Iowa Prisons Planning to Resume Visitation For Vaccinated Inmates
The Iowa Department of Corrections has announced it will resume in-person visitation in early July for those prisoners who have been fully vaccinated against COVID-19.
The department announced the decision last Friday, The Gazette reported, as more than 58 percent of those incarcerated in Iowa’s prisons were reported fully vaccinated and 62 percent reported as having had at least one shot.
Iowa’s prisons and jails banned visitors in early March 2020 as the outbreak of the coronavirus hit the US. Inmates were instead allowed free video visits — an option that will continue after the visitor ban is lifted.
The decision in Iowa was made after prisons officials spoke to state health officials and looked at what other state prison systems were doing as more people become vaccinated, department spokesman Cord Overton said.
“Once the word is spread around about the visitation restriction, I would expect to see more inmates get vaccinated,” Overton said.
Visitors do not have to be vaccinated, Overton said.

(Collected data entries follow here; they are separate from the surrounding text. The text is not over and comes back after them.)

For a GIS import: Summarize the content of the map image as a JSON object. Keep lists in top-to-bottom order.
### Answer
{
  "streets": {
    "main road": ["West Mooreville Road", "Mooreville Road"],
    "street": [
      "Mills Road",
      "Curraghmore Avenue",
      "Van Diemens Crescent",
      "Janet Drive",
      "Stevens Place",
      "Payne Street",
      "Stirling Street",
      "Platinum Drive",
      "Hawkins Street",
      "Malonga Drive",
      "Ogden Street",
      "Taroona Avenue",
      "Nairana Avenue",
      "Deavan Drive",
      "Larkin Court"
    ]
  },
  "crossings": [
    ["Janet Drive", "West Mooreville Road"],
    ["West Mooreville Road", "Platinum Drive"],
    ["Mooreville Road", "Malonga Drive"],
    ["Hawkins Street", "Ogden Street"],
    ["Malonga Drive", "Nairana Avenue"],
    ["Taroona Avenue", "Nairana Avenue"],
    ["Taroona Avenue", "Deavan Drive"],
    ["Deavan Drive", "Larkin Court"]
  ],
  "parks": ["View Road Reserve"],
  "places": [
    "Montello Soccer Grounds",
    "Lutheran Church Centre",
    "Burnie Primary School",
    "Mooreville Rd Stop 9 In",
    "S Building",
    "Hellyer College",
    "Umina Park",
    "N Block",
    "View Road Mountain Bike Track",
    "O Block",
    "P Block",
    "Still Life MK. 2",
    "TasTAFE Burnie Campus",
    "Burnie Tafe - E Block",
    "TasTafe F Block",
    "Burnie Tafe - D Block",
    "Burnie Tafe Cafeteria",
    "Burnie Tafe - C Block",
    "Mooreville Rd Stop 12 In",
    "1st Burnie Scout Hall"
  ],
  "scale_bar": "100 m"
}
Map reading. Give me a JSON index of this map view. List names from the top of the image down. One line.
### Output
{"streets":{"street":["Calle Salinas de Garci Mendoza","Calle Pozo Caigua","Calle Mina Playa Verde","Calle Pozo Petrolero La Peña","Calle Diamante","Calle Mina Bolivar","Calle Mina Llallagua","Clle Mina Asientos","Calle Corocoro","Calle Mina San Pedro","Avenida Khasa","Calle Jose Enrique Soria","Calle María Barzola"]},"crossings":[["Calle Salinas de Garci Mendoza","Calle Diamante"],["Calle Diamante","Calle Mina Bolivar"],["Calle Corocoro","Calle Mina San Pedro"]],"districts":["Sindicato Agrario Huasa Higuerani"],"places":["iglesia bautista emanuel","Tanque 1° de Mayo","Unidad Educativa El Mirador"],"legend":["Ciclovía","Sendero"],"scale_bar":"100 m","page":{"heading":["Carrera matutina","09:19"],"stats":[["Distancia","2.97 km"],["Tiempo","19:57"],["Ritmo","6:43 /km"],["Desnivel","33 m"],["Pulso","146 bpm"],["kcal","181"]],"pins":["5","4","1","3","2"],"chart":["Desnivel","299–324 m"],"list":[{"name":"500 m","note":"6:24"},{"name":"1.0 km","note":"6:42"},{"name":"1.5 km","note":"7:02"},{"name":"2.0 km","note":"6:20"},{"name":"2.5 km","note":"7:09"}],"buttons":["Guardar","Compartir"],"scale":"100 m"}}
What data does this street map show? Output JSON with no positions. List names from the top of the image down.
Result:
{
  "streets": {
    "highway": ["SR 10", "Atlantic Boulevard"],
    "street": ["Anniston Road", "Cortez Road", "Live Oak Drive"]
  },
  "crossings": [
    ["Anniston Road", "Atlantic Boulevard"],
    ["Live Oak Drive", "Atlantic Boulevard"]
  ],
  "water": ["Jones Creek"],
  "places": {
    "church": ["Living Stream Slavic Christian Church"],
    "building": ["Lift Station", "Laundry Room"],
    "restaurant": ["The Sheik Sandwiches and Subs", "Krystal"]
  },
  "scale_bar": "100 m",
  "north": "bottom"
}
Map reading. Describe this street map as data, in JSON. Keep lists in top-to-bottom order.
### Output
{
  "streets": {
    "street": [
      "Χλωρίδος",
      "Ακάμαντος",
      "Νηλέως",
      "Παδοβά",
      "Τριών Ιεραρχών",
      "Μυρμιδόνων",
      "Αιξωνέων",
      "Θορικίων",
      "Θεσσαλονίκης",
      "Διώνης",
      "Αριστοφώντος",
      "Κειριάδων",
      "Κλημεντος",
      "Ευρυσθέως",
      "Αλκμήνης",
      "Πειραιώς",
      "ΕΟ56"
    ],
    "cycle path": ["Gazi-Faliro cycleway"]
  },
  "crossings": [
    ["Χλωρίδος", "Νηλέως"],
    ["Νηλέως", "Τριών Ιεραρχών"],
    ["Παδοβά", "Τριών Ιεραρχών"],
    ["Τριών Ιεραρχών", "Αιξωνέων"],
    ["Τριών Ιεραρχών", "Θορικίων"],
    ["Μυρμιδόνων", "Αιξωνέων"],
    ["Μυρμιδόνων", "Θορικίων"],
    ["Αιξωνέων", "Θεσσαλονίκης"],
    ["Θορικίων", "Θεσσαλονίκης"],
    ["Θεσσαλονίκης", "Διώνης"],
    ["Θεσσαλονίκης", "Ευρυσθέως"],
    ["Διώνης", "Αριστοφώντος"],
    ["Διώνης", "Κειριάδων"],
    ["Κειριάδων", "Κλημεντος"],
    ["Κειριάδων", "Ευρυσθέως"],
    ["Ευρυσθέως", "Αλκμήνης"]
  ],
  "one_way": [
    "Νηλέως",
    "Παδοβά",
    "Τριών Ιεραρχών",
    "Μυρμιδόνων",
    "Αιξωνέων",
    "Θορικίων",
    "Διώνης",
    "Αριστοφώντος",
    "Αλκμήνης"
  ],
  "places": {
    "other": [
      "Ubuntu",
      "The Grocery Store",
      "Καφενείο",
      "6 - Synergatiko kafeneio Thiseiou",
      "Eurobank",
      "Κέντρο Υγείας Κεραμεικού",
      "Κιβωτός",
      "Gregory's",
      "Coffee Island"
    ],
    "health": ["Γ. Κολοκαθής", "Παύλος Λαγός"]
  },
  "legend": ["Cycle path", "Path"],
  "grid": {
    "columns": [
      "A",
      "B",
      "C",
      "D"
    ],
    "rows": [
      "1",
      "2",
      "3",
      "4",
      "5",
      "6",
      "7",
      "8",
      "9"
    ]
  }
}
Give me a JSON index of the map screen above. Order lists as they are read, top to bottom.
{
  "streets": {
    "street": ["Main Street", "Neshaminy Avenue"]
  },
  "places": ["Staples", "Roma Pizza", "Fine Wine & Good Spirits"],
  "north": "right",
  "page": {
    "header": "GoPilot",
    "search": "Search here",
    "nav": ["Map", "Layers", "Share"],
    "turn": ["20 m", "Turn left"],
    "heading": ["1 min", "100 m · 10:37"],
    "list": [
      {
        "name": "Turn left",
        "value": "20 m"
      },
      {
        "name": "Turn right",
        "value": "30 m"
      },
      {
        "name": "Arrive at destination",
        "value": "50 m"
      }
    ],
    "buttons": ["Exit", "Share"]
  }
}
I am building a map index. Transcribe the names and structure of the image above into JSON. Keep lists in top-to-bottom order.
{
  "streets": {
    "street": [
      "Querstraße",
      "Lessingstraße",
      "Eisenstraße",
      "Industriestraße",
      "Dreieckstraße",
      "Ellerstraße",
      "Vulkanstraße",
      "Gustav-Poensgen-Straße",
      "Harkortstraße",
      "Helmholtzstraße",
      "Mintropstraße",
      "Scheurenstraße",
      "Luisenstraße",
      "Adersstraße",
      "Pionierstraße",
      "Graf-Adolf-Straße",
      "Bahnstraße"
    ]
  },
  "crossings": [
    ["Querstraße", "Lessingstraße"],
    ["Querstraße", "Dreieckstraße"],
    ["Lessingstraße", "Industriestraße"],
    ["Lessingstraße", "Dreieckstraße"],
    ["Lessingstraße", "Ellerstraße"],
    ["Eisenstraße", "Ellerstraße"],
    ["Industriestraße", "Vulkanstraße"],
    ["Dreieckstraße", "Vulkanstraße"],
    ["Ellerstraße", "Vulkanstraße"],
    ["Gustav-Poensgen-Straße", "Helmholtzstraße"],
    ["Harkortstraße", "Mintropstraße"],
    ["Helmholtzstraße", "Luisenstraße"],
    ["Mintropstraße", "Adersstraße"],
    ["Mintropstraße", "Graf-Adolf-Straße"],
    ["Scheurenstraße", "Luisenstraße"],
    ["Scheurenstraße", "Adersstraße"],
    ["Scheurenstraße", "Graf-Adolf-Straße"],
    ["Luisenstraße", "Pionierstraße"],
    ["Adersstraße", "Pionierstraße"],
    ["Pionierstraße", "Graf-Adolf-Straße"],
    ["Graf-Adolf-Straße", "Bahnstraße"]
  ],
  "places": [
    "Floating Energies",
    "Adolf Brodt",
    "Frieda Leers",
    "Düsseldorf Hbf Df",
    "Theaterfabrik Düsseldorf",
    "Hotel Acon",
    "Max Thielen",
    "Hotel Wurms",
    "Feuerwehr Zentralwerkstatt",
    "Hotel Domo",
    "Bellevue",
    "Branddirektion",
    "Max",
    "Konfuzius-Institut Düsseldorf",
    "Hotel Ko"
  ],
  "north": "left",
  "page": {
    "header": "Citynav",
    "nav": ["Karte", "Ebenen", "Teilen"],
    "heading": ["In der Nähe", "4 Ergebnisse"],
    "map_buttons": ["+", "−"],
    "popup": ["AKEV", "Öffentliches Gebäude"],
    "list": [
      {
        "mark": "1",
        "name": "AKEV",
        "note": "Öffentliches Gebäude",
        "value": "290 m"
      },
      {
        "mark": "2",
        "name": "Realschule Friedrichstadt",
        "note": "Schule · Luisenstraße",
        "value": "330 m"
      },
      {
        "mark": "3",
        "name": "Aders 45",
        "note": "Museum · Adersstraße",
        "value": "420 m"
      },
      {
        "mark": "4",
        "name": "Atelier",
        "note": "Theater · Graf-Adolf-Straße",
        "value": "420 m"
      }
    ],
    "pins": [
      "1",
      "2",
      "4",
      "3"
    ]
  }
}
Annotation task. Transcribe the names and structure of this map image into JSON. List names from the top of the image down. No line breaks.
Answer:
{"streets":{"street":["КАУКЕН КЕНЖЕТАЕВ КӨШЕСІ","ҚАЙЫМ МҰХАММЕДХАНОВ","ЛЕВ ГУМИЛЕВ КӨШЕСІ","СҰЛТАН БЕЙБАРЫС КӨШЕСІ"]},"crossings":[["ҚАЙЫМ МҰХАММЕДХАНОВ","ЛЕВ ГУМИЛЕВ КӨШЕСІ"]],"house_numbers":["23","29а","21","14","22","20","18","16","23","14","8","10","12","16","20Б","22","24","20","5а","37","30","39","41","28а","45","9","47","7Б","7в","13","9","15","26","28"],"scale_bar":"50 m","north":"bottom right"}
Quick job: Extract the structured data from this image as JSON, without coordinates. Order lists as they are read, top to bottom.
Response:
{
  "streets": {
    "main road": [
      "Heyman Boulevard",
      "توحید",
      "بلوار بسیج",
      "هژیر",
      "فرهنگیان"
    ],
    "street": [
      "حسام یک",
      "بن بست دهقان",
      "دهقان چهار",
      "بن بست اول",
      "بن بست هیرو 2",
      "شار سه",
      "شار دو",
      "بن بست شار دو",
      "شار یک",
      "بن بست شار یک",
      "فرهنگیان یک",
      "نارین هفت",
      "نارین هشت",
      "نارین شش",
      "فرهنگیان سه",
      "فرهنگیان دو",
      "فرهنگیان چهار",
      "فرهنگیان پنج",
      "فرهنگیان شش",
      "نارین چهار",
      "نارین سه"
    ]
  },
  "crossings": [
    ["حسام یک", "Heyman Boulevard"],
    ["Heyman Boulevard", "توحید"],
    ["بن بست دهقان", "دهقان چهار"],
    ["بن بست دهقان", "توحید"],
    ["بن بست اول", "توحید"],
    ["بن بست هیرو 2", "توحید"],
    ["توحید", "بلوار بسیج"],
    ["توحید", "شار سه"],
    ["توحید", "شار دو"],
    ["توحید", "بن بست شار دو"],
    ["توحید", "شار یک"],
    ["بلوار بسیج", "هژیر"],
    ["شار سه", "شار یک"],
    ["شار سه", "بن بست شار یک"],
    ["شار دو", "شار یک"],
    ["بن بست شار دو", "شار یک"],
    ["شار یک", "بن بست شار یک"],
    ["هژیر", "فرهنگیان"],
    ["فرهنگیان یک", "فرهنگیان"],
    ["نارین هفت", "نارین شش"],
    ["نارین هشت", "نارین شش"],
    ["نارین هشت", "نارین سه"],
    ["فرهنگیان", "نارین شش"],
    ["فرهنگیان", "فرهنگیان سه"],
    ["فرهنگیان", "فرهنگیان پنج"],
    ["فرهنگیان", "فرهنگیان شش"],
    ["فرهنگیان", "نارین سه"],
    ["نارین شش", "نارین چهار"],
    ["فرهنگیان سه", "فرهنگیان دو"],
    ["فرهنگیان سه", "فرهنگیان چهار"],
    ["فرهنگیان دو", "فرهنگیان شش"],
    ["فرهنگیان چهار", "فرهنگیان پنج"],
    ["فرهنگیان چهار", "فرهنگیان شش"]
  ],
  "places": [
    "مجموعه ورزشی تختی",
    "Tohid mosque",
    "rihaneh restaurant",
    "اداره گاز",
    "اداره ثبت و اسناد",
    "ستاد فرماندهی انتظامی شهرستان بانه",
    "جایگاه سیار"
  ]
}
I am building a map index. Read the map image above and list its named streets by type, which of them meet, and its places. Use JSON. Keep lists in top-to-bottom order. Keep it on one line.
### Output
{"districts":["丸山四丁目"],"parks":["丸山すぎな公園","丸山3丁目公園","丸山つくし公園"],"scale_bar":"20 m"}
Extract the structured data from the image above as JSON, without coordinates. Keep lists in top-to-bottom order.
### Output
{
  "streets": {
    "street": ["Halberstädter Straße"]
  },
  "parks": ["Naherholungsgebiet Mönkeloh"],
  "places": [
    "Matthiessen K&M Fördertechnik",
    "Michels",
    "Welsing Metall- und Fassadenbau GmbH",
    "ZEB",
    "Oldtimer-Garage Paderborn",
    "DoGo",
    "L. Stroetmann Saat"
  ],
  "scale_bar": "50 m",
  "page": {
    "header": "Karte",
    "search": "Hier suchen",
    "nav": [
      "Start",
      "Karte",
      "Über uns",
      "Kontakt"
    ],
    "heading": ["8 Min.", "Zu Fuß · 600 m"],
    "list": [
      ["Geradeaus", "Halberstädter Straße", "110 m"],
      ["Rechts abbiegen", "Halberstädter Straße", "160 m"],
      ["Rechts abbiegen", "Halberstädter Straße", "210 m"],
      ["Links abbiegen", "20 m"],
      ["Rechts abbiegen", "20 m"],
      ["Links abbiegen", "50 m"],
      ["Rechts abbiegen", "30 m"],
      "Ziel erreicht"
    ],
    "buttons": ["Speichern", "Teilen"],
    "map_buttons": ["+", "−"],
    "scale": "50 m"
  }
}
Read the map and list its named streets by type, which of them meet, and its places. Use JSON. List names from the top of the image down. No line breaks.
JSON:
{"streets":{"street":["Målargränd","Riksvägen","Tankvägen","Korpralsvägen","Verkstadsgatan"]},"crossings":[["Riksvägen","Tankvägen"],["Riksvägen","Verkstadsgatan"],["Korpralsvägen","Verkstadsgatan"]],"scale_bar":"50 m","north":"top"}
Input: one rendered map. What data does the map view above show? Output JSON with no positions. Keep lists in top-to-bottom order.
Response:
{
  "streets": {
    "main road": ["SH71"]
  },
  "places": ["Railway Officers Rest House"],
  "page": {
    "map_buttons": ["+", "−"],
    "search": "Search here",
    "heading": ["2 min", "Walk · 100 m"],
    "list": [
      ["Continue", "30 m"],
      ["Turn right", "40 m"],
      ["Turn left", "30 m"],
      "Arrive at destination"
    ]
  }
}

Prison officials based that on the U.S. Centers for Disease Control and Prevention’s guidance for visitation at long-term care facilities that say patients should be fully vaccinated, but does say visitors must be vaccinated.
Since the pandemic began, more than 4,800 Iowa prisoners have been infected and 19 have died from COVID-19.
More than 700 Iowa prison staff also contracted the virus, and two staffers died.